23 Nisan 2015 Perşembe
Trabzonspor:2-1:Galatasaray
Ligin son haftaları yaklaşırken, şampiyonluk hedefinin ve heyecanın da hala varlığını koruyorsa, tek amaç vardır: Galip gelmek ve puan toplamına bir üç puanı daha eklemek... Ama Galatasaray, pazar gecesi Trabzon'da mağlup oldu ve haftayı puansız kapadı. Hele ki rakipleri Beşiktaş ve Fenerbahçe'nin galip geldiği bir hafta sonunda böyle bir mağlubiyet oldukça ağır oldu... Geriye 7 maç kalırken, rakiplerin mutlaka tökezleyeceğine inanıyorum da Hamza Hamzaoğlu'nun takımının artık puan kaybetme kredisi sona erdi...
Fenerbahçe futbol takımına Riza dönüşü yapılan silahlı saldırı sonrası liglere verilen bir haftalık aranın Galatasaraylı topçulara hiç de yaramadığını Trabzon'da izlemiş olduk. Özellikle ilk devre, hangi yönden estiği belli olmayan rüzgarın da etkisiyle, Galatasaray sahada hiç bir varlık gösteremedi. Trabzon takımı da öyle Muslera'yı pek zorlamadı da sahanın etkisizlerinden Selçuk'un kaptırdığı bir topla çıkılan kontra atakta "şansın" da yardımıyla ev sahibi Özer'le öne geçiverdi. yenilen gol de Galatasaray'ı "kış uykusundan" uyandırmadı ama Hamit'in sakatlanıp Emre Çolak'ın oyuna girmesi sarı-kırmızılılar adına kırılma noktalarından biriydi. 33. dakikadan sonra Galatasaray gol için daha çok rakip kaleye gitmeye çalıştı, özellikle Emre ile cesurca dikine gittiler ve ev sahibi kapanmak durumunda kaldı. Oyunun Trabzonspor yarı sahasına yıkılması Galatasaray adına pozisyon getirmese de, devre biterken Emre'nin uzun mesafeli şutu direkten dönerken, Burak kariyerinin en rahat pozisyonlarından birinde topu boş kaleye yuvarlayamıyordu... Soyunma odasına beraberlikle gidilmesi "işten bile değildi"...
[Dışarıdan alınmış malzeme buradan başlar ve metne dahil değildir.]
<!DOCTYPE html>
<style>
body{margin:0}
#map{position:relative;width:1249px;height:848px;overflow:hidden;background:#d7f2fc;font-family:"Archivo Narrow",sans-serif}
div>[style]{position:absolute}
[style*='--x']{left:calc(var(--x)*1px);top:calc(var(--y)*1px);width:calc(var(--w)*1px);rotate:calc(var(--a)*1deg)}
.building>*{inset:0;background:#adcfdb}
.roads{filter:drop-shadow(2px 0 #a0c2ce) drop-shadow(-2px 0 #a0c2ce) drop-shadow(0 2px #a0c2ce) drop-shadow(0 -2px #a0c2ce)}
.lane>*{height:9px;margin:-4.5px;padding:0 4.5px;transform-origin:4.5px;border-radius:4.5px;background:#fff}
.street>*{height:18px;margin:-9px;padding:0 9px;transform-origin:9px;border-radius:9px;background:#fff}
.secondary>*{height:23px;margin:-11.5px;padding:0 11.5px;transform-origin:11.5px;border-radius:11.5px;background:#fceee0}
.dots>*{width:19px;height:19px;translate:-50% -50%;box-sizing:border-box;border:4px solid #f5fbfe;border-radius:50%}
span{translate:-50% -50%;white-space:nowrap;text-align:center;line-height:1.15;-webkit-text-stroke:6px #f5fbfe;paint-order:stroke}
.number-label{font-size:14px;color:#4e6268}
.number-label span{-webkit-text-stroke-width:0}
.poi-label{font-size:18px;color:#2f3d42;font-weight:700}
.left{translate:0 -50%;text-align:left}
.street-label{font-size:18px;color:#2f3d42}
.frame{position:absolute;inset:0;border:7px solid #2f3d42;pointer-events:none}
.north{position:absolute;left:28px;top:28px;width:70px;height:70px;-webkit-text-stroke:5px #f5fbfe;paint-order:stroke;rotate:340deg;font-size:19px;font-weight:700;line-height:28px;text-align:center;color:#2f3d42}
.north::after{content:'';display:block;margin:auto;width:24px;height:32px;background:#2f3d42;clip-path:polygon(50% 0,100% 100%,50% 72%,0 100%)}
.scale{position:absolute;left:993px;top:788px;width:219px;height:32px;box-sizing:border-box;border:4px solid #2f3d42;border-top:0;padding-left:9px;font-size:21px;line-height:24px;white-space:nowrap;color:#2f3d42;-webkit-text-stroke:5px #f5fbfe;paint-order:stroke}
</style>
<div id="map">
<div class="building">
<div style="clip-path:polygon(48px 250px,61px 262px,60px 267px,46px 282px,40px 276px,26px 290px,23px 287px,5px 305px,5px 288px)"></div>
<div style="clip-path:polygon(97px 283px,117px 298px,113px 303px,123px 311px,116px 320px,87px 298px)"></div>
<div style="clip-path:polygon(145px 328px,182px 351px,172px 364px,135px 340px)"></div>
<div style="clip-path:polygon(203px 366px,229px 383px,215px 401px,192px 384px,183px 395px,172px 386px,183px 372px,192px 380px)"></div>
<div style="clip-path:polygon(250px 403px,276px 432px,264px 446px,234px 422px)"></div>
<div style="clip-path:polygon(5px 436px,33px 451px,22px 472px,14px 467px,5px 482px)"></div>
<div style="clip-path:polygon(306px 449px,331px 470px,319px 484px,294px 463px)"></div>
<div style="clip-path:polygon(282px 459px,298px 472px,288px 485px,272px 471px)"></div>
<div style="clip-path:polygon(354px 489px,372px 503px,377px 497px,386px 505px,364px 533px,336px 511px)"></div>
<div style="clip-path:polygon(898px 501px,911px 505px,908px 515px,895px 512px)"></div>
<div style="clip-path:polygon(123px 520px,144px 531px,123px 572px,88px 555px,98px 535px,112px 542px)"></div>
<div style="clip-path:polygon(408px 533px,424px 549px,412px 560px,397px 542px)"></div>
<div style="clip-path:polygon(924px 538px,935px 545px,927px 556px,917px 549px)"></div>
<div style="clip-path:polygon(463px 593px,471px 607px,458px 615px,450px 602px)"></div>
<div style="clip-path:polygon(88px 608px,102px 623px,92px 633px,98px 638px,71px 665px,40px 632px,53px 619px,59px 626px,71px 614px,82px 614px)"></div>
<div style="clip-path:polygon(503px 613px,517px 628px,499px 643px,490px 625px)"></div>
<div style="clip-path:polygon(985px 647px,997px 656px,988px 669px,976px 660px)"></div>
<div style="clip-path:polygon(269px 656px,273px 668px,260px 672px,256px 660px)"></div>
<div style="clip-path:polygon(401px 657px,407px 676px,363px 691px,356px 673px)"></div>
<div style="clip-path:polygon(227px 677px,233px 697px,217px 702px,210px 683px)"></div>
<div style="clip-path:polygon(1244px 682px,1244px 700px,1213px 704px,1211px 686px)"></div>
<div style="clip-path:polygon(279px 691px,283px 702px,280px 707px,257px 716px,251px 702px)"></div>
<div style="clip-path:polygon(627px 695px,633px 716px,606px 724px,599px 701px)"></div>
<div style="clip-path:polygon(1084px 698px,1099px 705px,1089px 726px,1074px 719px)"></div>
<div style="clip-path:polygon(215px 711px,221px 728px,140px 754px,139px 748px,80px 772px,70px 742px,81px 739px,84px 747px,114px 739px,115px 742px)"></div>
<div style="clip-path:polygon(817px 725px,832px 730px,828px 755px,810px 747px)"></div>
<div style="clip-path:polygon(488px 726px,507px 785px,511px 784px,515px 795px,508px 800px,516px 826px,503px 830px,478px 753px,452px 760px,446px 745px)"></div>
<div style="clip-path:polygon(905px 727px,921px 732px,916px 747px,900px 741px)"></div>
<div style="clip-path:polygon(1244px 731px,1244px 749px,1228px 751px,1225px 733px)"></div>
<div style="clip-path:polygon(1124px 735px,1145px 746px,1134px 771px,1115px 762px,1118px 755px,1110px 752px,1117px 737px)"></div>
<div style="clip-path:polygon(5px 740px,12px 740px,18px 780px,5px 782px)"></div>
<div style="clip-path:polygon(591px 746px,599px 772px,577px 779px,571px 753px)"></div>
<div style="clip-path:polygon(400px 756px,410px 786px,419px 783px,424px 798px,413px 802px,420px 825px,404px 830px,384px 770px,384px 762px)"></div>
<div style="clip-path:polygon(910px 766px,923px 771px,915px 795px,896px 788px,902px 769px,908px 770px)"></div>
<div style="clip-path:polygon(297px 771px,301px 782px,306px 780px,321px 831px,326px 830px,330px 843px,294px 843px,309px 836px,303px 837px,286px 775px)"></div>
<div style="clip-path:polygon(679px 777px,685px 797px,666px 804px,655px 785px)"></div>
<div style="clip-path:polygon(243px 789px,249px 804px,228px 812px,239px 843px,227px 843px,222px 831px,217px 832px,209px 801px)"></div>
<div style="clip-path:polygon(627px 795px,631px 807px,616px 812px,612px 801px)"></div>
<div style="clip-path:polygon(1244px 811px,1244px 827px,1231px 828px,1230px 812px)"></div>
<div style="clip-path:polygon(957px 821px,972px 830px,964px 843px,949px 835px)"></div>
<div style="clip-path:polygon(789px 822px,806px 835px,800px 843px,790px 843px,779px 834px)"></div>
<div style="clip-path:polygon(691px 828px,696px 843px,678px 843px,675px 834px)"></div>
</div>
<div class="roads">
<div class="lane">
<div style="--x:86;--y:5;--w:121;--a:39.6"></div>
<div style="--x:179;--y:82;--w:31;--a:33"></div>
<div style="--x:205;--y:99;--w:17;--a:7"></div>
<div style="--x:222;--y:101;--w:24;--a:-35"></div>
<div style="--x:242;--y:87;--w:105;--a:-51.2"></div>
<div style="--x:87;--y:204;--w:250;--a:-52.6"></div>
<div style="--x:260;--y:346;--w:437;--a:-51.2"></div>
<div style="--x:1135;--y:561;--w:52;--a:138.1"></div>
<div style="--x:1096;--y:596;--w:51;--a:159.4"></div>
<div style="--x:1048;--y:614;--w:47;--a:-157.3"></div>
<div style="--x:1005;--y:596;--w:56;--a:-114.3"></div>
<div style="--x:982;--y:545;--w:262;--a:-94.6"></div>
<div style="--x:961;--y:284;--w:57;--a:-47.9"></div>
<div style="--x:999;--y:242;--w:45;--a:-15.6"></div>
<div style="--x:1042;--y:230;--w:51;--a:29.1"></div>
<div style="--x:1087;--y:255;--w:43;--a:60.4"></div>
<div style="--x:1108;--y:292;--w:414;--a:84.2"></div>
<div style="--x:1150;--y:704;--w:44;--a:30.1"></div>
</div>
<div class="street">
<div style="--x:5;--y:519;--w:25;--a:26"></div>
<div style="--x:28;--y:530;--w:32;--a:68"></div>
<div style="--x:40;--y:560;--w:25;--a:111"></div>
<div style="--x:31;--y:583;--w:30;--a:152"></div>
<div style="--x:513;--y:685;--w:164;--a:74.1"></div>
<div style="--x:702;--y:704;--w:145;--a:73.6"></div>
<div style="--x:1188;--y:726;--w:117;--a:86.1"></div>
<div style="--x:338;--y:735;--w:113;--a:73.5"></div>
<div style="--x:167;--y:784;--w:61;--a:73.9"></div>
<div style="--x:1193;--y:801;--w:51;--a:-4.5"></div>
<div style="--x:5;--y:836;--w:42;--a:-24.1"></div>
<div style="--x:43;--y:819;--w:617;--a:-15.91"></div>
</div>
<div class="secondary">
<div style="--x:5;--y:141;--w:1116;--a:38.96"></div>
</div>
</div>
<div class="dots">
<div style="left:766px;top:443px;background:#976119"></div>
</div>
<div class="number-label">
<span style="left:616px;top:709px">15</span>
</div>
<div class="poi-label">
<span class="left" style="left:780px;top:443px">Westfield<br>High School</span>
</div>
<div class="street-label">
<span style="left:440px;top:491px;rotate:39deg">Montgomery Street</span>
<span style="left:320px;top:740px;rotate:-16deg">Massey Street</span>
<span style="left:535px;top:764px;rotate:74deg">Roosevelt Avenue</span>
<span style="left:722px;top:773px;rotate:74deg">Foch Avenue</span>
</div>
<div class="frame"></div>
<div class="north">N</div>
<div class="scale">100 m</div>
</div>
İçerde ne konuşuldu bilinmez de ikinci devreye bambaşka bir Galatasaray sahaya çıktı. Dalmış oldukları derin uykudan uyanmışlar, şampiyonluğun ellerinden kaçmakta olduğunu kavramış futbolcular önce beraberlik, sonra da galibiyet için Hakan kalesine geliyordu da, bu anlarda ya file bekçisi başarılı oluyor, ya da topun canı filelerle kucaklaşmak istemiyordu. Şampiyonlar Liginde Beşiktaş formasıyla Liverpool'dan 8 gol yedikten sonra kariyer grafiği dibe doğru hareketlenen Hakan Arıkan, hangi takımda oynadıysa oynasın Galatasaray'a karşı başarılı maçlar çıkartmıştı, pazar gecesi olduğu gibi. Galatasaray'a karşı ayrı bir motivasyonu var demek... Galatasaray yine de bu olumsuz faktörlere rağmen beraberliği Emre Çolak'ın "şık" vuruşuyla bulurken, galibiyeti de arzuladı ama son dakikalarda "Dimyata pirince giderken evdeki bulgurdan da oldu" ve bu sezon Galatasaray maçlarını boş geçmeyen Medjani ile ev sahibi 2-1lik bir galibiyetin sahibi oldu.
Hakan Balta:
Beğeneni vardır, hayran olanı vardır, hatta koskocaman Türkiye'deki stoperler arasından en iyisi diye görülerek Fatih Terim tarafından milli takımda da stoper pozisyonunda oynatılıyor Hakan Balta ama ben onu stoperde hiç yeterli bulmuyorum. Takımın her maç kalesinde gol görmesini durdurmak için Hamza Hamzaoğlu defansta arayışlarda ve Trabzon'da Chedjou'nun partneri olarak Hakan görevlendirilmiş ama pek çok maçta olduğu gibi Balta yine hatalarla dolu bir maç çıkardı. İlk golde ağır kaldı, ofsaytı bozdu, ikinci golde Yatabare'ye eskortluk yaptı, iki gol iki hata, daha ne olsun... İyi niyetli, etliye sütlüye bulaşmayan, topunu oynamaya çalışan bir topçu Hakan ama bunlar bu seviyede Galatasaray'da oynamak için yeterli olmuyor...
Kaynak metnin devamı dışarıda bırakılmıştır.